Stored data:
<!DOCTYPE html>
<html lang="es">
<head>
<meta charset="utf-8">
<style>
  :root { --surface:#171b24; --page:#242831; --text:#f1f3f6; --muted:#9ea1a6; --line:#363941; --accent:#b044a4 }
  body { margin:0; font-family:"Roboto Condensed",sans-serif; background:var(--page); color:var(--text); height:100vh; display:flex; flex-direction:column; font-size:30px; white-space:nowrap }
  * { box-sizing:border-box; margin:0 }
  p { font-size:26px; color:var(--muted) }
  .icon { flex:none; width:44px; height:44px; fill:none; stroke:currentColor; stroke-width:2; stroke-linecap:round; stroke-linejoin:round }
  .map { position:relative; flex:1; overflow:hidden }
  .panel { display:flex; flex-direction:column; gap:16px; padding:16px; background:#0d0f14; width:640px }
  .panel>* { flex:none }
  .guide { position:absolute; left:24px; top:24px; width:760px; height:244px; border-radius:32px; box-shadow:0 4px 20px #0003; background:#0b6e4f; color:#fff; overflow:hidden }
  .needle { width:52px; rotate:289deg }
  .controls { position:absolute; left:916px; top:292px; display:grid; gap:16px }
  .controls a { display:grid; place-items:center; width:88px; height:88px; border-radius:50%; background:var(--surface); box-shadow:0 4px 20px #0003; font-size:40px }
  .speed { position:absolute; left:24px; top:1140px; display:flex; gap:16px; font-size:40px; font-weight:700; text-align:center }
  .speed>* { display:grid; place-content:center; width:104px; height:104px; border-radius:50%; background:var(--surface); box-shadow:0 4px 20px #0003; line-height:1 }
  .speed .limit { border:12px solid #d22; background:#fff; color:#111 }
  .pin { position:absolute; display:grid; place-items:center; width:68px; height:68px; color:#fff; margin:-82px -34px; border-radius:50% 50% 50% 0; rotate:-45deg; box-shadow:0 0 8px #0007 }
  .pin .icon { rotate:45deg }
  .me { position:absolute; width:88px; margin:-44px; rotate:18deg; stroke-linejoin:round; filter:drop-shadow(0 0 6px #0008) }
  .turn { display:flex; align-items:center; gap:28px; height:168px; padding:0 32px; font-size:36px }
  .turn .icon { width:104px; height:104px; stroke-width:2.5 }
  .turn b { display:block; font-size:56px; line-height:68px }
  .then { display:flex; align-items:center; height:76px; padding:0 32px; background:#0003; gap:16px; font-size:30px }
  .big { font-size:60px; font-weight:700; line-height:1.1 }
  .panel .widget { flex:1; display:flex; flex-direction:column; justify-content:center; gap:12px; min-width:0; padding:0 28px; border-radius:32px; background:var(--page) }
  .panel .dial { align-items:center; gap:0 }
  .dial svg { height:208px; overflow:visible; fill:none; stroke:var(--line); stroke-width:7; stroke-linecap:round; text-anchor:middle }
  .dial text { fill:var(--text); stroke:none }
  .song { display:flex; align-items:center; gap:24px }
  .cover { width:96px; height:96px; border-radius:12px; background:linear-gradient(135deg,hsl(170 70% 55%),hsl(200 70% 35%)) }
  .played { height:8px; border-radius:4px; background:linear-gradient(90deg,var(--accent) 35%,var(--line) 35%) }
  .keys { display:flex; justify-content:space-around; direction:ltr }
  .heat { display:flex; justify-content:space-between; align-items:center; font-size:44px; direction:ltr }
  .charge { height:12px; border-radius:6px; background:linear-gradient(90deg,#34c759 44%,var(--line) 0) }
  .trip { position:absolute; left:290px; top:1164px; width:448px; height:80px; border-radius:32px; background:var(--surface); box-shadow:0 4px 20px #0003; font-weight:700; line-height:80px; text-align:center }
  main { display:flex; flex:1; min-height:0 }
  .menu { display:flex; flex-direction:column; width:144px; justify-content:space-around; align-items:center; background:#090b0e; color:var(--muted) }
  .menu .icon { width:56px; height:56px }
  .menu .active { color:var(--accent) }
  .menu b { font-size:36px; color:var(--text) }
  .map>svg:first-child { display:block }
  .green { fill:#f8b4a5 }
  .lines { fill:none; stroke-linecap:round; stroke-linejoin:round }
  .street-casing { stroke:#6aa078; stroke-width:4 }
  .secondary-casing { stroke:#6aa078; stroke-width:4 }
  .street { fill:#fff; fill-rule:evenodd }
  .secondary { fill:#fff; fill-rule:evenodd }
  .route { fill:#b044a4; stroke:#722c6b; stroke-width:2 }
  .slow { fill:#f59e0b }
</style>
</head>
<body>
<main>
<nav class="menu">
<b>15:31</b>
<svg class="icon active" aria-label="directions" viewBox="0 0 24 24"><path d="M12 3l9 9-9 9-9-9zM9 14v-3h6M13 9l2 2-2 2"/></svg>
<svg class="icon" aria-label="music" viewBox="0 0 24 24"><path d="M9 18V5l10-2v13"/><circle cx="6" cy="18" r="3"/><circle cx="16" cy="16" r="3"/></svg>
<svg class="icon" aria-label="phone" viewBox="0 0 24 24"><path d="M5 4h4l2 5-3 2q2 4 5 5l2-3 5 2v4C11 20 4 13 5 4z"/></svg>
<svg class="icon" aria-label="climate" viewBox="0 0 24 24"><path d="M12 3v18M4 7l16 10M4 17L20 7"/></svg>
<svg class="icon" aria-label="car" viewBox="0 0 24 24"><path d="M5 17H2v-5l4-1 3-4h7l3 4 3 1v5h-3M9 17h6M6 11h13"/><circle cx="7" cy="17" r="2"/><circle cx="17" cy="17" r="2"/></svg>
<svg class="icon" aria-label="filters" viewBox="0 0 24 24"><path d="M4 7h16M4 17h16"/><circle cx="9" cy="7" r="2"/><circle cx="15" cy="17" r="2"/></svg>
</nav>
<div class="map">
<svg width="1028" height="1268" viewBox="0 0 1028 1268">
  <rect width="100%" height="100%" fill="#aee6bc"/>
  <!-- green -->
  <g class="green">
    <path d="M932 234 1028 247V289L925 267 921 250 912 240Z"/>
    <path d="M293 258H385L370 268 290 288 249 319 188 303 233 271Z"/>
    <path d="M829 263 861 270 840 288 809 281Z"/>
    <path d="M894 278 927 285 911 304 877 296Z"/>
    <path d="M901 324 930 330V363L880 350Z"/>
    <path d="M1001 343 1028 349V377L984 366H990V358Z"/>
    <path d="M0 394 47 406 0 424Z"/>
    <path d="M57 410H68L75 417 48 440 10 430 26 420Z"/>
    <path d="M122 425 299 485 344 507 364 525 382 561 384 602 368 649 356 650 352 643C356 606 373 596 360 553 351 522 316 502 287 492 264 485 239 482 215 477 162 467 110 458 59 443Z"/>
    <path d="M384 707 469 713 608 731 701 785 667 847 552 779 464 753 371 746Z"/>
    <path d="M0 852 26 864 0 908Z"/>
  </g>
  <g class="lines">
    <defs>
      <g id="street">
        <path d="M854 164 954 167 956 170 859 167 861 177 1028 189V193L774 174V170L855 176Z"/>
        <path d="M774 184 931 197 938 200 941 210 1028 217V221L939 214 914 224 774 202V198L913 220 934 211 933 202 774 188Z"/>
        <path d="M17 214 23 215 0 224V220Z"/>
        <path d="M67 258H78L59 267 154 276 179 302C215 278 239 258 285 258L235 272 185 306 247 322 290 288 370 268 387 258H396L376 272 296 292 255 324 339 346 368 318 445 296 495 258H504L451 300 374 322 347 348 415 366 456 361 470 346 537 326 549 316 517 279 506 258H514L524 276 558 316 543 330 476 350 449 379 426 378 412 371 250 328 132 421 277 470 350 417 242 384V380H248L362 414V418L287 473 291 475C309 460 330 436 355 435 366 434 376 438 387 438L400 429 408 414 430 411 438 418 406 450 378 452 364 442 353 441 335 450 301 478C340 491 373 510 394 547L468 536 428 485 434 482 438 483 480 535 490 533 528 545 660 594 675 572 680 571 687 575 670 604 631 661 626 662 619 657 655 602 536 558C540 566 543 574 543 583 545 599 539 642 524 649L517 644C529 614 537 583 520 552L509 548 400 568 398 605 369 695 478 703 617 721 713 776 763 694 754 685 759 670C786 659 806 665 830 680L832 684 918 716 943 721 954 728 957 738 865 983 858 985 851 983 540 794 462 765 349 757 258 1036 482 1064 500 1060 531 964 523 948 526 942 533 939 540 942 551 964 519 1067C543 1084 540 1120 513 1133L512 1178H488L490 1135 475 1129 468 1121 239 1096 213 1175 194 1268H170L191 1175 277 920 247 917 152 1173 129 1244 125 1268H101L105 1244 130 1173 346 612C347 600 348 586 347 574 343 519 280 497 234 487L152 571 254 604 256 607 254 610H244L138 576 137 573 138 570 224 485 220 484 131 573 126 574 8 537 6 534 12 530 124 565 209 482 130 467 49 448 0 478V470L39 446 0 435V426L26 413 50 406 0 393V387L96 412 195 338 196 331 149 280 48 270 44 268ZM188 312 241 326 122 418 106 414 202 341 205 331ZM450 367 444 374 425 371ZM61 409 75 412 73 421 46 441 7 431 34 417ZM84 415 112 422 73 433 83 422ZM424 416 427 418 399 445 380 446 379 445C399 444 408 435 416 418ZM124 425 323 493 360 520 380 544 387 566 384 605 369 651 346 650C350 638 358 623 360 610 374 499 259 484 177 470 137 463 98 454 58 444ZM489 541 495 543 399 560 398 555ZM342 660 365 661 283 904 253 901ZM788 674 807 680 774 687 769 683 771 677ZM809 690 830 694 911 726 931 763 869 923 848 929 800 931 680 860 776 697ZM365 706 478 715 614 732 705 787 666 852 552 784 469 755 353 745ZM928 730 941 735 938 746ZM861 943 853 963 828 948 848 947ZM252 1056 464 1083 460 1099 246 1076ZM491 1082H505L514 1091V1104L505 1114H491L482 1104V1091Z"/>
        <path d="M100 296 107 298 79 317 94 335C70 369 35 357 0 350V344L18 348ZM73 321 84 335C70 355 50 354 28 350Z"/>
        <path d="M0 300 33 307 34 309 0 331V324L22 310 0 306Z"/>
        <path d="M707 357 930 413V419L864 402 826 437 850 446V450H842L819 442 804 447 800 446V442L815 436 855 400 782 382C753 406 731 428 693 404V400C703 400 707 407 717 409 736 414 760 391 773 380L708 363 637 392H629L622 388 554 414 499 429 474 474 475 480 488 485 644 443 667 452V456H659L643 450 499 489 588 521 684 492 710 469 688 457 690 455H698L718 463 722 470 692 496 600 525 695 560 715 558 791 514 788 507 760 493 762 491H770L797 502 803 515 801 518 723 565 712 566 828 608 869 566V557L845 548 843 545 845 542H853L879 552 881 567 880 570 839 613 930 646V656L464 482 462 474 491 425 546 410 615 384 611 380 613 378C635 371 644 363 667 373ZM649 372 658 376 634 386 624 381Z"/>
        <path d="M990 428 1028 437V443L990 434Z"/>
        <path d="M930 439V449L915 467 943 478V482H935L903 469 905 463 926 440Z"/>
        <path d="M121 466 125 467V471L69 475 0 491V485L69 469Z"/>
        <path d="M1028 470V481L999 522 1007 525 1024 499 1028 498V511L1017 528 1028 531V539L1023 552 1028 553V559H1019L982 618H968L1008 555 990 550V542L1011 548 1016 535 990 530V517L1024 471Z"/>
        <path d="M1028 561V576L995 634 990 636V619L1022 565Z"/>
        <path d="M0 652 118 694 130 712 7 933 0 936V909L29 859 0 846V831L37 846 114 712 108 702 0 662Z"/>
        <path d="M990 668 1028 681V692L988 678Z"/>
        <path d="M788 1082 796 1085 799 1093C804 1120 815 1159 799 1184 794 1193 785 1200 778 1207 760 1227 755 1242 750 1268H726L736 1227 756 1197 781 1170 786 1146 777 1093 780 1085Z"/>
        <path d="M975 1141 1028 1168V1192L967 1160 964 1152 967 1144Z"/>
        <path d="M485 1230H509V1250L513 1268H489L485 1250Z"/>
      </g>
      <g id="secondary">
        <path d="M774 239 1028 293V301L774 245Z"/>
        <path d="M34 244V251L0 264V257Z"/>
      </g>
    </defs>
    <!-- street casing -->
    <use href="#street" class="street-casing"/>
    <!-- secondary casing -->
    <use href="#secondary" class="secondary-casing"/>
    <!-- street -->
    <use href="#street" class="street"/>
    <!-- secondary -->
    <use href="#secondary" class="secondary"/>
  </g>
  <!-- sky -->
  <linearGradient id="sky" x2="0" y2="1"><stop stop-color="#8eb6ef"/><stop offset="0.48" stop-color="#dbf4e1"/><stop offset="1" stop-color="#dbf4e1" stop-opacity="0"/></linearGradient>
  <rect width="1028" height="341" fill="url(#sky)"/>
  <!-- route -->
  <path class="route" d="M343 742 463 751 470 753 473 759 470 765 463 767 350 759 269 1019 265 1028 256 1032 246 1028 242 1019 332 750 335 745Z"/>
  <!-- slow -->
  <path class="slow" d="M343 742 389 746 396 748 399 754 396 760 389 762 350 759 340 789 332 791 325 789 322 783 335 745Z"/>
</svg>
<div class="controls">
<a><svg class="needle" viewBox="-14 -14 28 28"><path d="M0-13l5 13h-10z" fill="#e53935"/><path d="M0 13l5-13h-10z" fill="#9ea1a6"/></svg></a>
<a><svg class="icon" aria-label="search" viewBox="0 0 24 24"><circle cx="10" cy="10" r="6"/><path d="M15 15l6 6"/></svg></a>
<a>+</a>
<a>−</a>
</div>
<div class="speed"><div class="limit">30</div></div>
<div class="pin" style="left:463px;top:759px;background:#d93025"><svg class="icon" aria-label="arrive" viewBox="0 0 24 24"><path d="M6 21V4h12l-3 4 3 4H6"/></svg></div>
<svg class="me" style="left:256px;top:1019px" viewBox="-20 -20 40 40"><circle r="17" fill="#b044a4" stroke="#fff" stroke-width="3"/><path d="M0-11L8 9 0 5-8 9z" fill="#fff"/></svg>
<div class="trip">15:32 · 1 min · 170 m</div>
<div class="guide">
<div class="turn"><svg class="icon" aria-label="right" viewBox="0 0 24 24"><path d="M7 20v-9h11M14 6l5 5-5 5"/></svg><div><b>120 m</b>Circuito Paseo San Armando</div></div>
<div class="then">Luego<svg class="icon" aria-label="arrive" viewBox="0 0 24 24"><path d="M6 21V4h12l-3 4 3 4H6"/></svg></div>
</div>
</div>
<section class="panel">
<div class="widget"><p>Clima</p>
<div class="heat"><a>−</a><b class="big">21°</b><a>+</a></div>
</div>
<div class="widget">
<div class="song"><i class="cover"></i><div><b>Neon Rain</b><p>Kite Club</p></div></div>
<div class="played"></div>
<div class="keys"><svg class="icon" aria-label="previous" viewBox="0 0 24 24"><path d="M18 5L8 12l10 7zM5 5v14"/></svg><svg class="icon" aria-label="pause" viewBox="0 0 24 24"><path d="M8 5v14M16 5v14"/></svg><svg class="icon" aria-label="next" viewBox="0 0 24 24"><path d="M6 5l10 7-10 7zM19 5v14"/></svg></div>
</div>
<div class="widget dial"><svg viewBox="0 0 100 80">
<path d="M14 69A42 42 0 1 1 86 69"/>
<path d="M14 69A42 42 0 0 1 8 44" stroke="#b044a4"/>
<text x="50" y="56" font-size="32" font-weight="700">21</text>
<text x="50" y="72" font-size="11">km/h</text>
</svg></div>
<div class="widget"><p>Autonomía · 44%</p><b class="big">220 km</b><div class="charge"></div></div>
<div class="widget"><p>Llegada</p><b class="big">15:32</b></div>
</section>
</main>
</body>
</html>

§ Task description
Find every line in the records that uses the string "heat", then copy it.

§ Response to this exercise
  .heat { display:flex; justify-content:space-between; align-items:center; font-size:44px; direction:ltr }
<div class="heat"><a>−</a><b class="big">21°</b><a>+</a></div>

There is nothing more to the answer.